— Collected material —
——
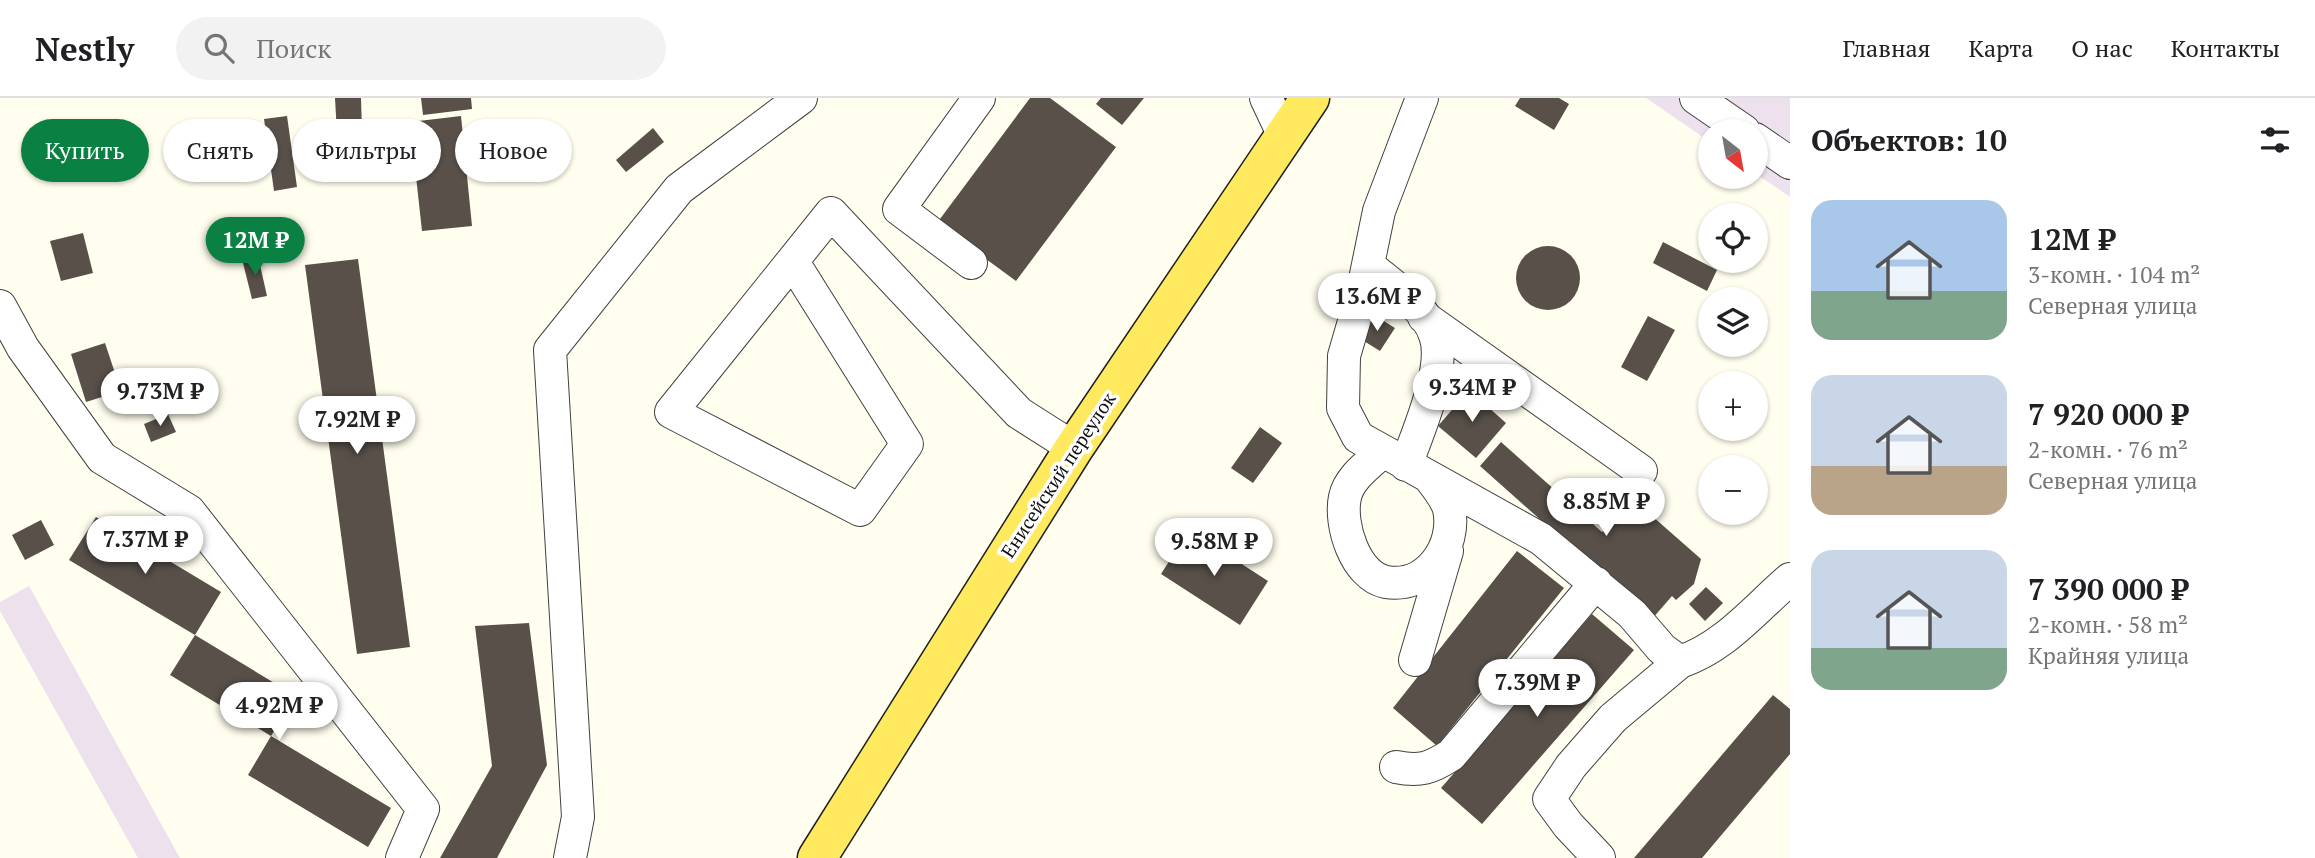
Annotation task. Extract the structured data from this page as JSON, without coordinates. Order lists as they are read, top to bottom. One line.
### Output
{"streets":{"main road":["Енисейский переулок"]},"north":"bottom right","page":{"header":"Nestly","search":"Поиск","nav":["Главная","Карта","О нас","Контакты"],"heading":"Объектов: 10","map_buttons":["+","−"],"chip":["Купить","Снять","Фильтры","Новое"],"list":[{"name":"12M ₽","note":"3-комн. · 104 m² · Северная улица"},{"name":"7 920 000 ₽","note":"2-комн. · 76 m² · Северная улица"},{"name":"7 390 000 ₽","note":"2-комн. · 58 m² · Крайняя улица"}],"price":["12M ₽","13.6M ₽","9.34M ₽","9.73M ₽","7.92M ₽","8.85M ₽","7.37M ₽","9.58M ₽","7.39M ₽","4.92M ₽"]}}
——
Would you set down the listing exactly, omitting pictures?

Annotation task. Extract the structured data from this page as JSON, without coordinates. Order lists as they are read, top to bottom. One line.
### Output
{"streets":{"main road":["Енисейский переулок"]},"north":"bottom right","page":{"header":"Nestly","search":"Поиск","nav":["Главная","Карта","О нас","Контакты"],"heading":"Объектов: 10","map_buttons":["+","−"],"chip":["Купить","Снять","Фильтры","Новое"],"list":[{"name":"12M ₽","note":"3-комн. · 104 m² · Северная улица"},{"name":"7 920 000 ₽","note":"2-комн. · 76 m² · Северная улица"},{"name":"7 390 000 ₽","note":"2-комн. · 58 m² · Крайняя улица"}],"price":["12M ₽","13.6M ₽","9.34M ₽","9.73M ₽","7.92M ₽","8.85M ₽","7.37M ₽","9.58M ₽","7.39M ₽","4.92M ₽"]}}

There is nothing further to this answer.